The Unexpected Drama of Amazon’s Casual E-Sports Tournament

I doubt anyone in the world hates ads in mobile games right now so much as Adam “B0aty” Lyne. The afternoon of December 2 found the popular British Twitch streamer on a stage in Las Vegas’ Paris Hotel, battling against Vancouver’s Ryan “Northernlion” Letourneau in a round of Pac-Man 256 on an Amazon Fire tablet. A grand prize of $30,000 awaited the eventual champion from a total pool of $100,000, but this was only the first elimination round. Twenty seconds into the three-minute match, his yellow gobbler died to a ghost, and in his haste to start over he accidentally hit the ad for Juice Jam on the free-to-play game’s menu.
For 18 awful seconds a blue-haired schoolgirl and a sweatered fat cat told him and the audience how he could “fill orders” and make “juicy combos” in the match-three puzzler, all while Northernlion stoically pushed his own score ever higher. B0aty made a valiant second try, but the damage was done. Northernlion eventually won, and for hours poor B0aty had to watch other players perform better from the so-called “loser’s lounge.”
And so sometimes generally went with Amazon’s first annual Champions of Fire Invitational tournament, which touted itself as “e-sports for all.” The annoyances of mobile games aside, it’s an attractive enough idea. Rather than focusing on usual e-sports staples like League of Legends and StarCraft II, which require some commitment to fully comprehend (and which pack stadiums with thousands of fans), Amazon’s event champions the casual and mobile games available on most smartphones and Amazon’s own Fire tablet in particular.

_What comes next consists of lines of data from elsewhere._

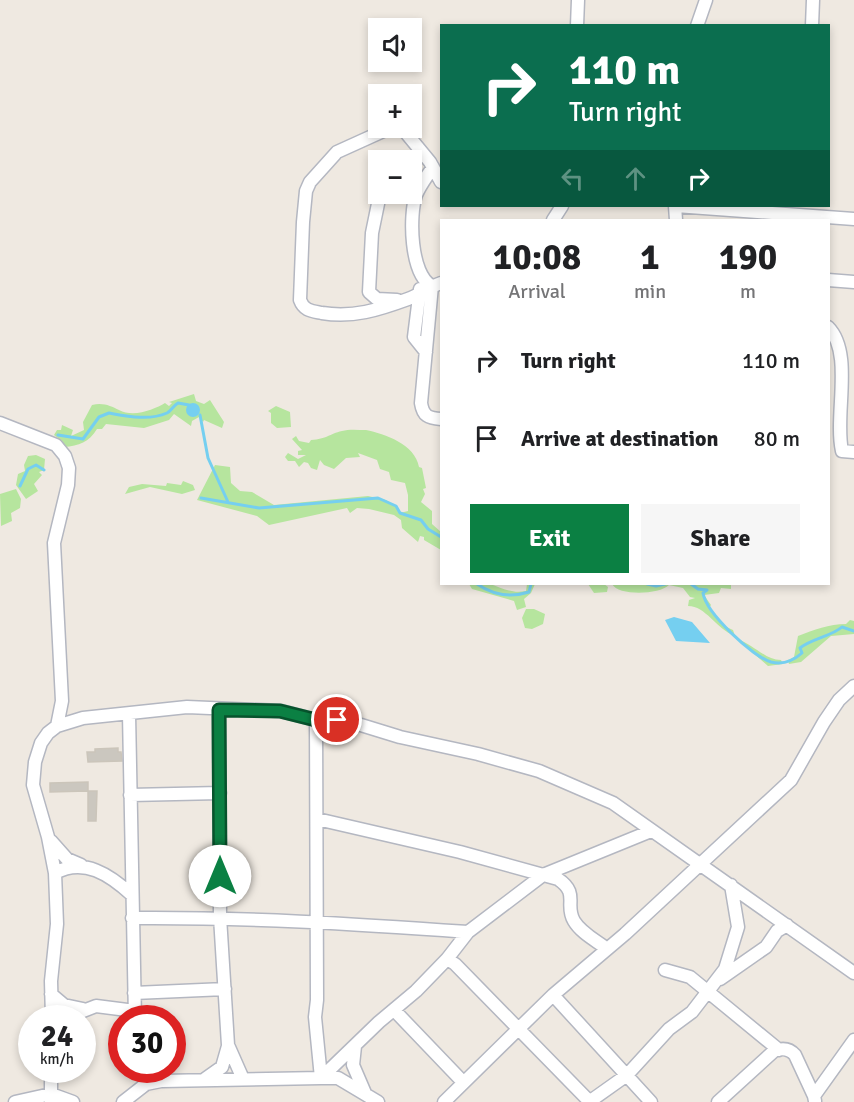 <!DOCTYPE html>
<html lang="en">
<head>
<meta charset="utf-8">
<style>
	:root { --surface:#fff; --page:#f6f6f6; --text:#202124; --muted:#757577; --accent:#0b8043 }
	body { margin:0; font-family:Signika,sans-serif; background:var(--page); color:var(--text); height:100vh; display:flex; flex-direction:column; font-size:22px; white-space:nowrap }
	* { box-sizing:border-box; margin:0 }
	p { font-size:20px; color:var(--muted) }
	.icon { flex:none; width:33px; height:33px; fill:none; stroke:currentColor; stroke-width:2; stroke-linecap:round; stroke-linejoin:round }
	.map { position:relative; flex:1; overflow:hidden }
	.side { position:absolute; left:440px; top:219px; width:390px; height:366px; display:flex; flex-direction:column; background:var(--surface); border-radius:0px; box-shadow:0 3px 9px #0003 }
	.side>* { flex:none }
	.hud { position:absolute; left:440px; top:24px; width:390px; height:183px; border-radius:0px; box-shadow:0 3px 9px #0003; background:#0b6e4f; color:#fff; overflow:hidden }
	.controls { position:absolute; left:368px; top:18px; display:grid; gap:12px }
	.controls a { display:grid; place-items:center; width:54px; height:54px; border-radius:0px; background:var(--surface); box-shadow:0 3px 9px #0003; font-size:30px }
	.speed { position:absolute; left:18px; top:1005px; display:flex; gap:12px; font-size:30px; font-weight:700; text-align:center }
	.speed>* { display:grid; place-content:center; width:78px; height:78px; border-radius:50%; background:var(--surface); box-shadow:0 3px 9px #0003; line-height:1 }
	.speed small { font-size:15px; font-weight:400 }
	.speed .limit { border:9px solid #d22; background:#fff; color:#111 }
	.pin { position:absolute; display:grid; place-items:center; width:51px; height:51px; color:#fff; margin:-26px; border:3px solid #fff; border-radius:50%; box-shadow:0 2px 6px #0007 }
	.me { position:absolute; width:66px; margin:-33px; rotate:0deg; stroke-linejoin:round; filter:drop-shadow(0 0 4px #0008) }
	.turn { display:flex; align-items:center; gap:21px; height:126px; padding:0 30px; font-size:27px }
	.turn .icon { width:78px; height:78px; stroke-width:2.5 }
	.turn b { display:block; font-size:42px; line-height:51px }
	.lanes { display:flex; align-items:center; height:57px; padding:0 30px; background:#0003; justify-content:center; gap:30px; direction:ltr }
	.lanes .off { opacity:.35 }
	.eta { display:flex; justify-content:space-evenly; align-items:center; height:102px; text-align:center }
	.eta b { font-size:36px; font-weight:800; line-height:42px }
	.primary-button { display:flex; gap:12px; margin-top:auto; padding:12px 30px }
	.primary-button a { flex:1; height:69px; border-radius:0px; background:var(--accent); color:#fff; font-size:24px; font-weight:800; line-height:69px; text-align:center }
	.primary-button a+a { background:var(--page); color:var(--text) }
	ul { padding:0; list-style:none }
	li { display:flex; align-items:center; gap:18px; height:78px; padding:0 30px }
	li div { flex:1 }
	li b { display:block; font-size:22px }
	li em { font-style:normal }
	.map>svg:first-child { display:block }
	.green { fill:#b6e59e }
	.water { fill:#75cff0 }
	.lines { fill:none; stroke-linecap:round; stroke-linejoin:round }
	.stream { stroke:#75cff0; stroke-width:3 }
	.building { fill:#cbc7bf; stroke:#cbc5ba; stroke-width:1.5 }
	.minor-casing { stroke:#b4b7c1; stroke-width:15 }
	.minor { stroke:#fff; stroke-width:12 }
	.route-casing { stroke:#07532c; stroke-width:15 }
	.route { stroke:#0b8043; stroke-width:10 }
</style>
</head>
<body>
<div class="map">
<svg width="854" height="1102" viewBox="0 0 854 1102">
	<rect width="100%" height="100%" fill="#efe9e1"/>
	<path class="green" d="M194,394L196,401L204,404L210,400L224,422L222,428L204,420L203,422L199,417L192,421L191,426L174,414L169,420L144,428L106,424L102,429H97C89,442 79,446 64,447L62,441L54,435L57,430H61L62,425L73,430L71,436L84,430L83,422L92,405C103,402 111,406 119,410C134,418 155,409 165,403L169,406L172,403L169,402Z
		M276,406L290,412L291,427L277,428L271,423V413L268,411Z
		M366,430C385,434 415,444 419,467L422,468L426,488L423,489L425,494L421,502L432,511V524L441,532V550L424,540V537L420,536L418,542L402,528L401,520L394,515L369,509L357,508L350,513L347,508L269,525L257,516L197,500L215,465L230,467L231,483L240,491L252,492L274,505L368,496L386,500L396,506L400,513L408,511V495L405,483L391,480L389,472L380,469L377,460L358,453L360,457L346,458L334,469L324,465L320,460L317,470L311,468L308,463L304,462L299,467L295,461H288L285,457L288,453L298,459L306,455H298V451L302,450L292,439L296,436L299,441L309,443L311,440C327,439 329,434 342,431C349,429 358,430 366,430Z
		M36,455L45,459L44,470L39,472L42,475L34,484L38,491L26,499L16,485L18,474L25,471L24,465L28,456Z
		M183,481L193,485L195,490L182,494L150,487L125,494L129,487L142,484L166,486L167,483L181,485Z
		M16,489L21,499L20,508L11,513L12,521L1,526L0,494Z
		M469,584C476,583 485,582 490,584C502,588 512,594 526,591L527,584H535L531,593L524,599L526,607L517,610L514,601L472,589Z
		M588,584H604L608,587L607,592L594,593Z
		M612,584L731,585V589L721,588L719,593L704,595L711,605L709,608L722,625L733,630L735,636C715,628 706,606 688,606L689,600L695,598L690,597L683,588L669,585C659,595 618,596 612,584Z
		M526,609H534L545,614L543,624L532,629L525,628L522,618Z
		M850,620L854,621V634L831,636L801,662L789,664L788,660L794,657L798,636C814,630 829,624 846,624Z
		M737,639C753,644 765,660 781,660L783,664L768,666Z"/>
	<path class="water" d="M186 410a7 7 0 1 1 14 0a7 7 0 1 1-14 0Z
		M674,617L692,622L710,643L676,641L665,620Z"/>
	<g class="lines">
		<path class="stream" d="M200,415L208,458L228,502
			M58,435L83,439L99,417L109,413C126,416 149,421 167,413C171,411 173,406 178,403L189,405
			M20,486L28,469L36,465L44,470
			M201,498L259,508L378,498L396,506L400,513L421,520L428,529L441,537
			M477,584C493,595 510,598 529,592L531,584
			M647,584L656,586L665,584
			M691,584L698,589L707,590L703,593C706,613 753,657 771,662C783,665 793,661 802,653L800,648C811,639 832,636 842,627L854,631"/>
	</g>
	<path class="building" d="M118,748V752H121L122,761L88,762L87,752H95V749Z
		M88,782V791H97L96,821H88V791L50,792V783Z"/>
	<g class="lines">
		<defs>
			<path id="minor" d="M577,26L578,0
				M697,26L706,0
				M812,26L813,0
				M390,128L337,152L310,182L306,191L303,222L300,300C304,311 312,311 322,313C353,318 378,310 408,299C419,295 429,287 441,283
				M402,128L430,162L441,182
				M380,194L372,233L369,292L377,299L397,300
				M675,206L676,220
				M676,206L854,219
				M553,220L562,206
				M828,280L854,282
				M432,286L421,403C423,416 428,418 441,419
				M432,286C410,275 409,215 416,195C420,185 428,175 433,167
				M420,289L414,337L426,352
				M828,327C854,353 834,415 842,451L854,452
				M0,423L56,445L65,456L69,468L68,485L54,543L62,701L57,726
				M219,710L220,917L228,1045L243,1079
				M129,714L135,1018
				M316,720L317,1000L315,1017L321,1078H338L378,1102
				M130,795L220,793
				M317,819L460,852L558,879C580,894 564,904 574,921C581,933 597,941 607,949
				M51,841L67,859L81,865
				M55,873C84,857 110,875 132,895
				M132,918C244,917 356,924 468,932
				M447,959L455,964L590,1102
				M665,970L690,977L779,1050
				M720,979L766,947L777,931L787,925
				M134,993L225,989
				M51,994L64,1005L83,1009
				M553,995L651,1102
				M394,1010L463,1082
				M52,1018L51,981L57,924L55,873L48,837L33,785L35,762L41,743L48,733L57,726L83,718L187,707L281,711L316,720L361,725L400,737L478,754L539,771L613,803L854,973
				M65,1018L96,1006L135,1011
				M355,1046L353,1065L365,1093
				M141,1070L162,1081L321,1078L379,1022L416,991L447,959L468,932L543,875L651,831
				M205,1079L222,1067L228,1046
				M51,1101V1070
				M815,1101L814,1096L854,1040
				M15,1102L51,1094L73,1102
				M123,1102L146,1084L161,1081
				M444,1102L553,995L625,934L791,780L824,722L839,700L854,686
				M589,1102L627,1075L669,1029L692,1012L725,969L738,927L731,885
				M718,1102L774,1051C782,1048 789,1048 795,1055L814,1096"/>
		</defs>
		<use href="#minor" class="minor-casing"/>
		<use href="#minor" class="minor"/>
	</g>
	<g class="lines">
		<defs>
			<path id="route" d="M220,876L219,710L280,711L316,720H337"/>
		</defs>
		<use href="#route" class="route-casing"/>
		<use href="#route" class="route"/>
	</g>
</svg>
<div class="controls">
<a><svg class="icon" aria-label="sound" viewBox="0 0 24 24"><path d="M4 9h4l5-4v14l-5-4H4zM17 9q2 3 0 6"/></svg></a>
<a>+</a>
<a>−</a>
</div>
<div class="speed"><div>24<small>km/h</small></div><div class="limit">30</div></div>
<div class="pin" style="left:337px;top:720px;background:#d93025"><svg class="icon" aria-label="arrive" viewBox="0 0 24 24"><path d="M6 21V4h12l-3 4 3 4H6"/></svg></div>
<svg class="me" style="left:220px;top:876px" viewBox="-20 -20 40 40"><circle r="19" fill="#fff"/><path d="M0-13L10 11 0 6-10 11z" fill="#0b8043"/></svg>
<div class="hud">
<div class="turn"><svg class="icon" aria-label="right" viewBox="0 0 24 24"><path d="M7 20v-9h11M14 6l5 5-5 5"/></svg><div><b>110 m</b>Turn right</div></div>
<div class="lanes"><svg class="icon off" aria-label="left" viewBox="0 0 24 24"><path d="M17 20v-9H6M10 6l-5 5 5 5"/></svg><svg class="icon off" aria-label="ahead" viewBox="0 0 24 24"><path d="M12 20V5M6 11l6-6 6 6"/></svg><svg class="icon" aria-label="right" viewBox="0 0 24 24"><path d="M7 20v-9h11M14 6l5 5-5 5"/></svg></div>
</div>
<section class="side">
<div class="eta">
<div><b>10:08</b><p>Arrival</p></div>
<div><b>1</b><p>min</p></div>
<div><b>190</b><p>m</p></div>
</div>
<ul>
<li><svg class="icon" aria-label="right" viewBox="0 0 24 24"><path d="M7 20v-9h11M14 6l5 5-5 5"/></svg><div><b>Turn right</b></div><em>110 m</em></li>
<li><svg class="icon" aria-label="arrive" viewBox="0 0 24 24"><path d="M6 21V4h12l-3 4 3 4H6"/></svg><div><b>Arrive at destination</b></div><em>80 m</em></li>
</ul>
<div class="primary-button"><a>Exit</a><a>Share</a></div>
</section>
</div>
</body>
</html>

These, so the logic goes, are the games everyone knows. This, in theory, is the type of event my octogenarian aunt could cheer. You really didn’t even have to know about the five games involved—Disney Crossy Road, Pac-Man 256, Bloons TD Battles, 8 Ball Pool, and Fruit Ninja: Tournament Edition—to “get” them. I myself hadn’t played most of them until I downloaded four of them on my iPhone in the theater an hour before the event, and even then three minutes with each was enough to understand what the players faced. Some of the contestants weren’t much different.
“I have less than five hours in all of these games, and I’m somehow now competing on a stage,” B0aty had told me the day before. “Normal e-sports is dedicated to people who literally commit their lives to certain games. These games I can download and be instantly almost as good as anybody.”
And so Amazon wisely went for stage presence over proven skill. The contestants weren’t the unsung heroes of Crossy Road or Fruit Ninja who possibly command high scores on subway commutes and middle school buses. Instead, they were 16 popular Twitch and YouTube streamers, ranging from the effortlessly articulate John “Tangent Gaming” Korbey to the breathtakingly adept and painfully socially awkward Albert “BoxBox” Zheng, who’d consistently clap his hands over his ears whenever co-host Ali Nejad mentioned him. (It certainly didn’t help that Nejad once suggested that Chinese-American Zheng was Korean on account of a misunderstanding surrounding his nickname.)
The ties between Amazon’s 2014 acquisition of Twitch for $970 million and its mobile app store were obvious. Amazon called the participants “celebrities,” but not without a degree of justice. Korbey’s 152,000 Twitch followers counts as a modest number for this bunch. More than 200,000 people tune in for the World of Warcraft streams of Cinthya “CinCinBear” Alicea and Renée “LolRenaynay” Reynosa’s adventures in Overwatch and Rocket League, and Sky Williams boasts almost 900,000 subscribers on YouTube. Marketing ploy or not, they seemed like likely draws.
And yet as the event started, I turned around from my second row perch and saw but eight other souls seated in the 1,200-seat Théâtre des Arts. This, despite Amazon’s impressive, professional set, with its fancy game-show light displays and screens reaching the full height of the visible stage. Out of pity I added to the barely audible smattering of claps as each contestant jogged out on stage. I’d heard one of the technicians telling his buddy hours before to expect thousands of people like he’d seen at a League of Legends event he’d worked at Mandalay Bay (along with “hot costumed nerd babes”), but so much for that.
I told myself that maybe it wasn’t really meant for a live audience, but I never saw more than 2,200 viewers on Twitch’s main stream when I checked in on my phone. Based on chat, the vast majority of them seemed to be fans of Northernlion (whose personal mirror stream pulled in more viewers than Amazon’s own), and the viewer count plummeted to around 1,300 in the wake of his elimination. By the time the event ended seven hours later, enough people had trickled into the theater to raise dozens of genuine cheers during close matches, but even then I probably could have chucked my legal pad behind me and not hit anyone.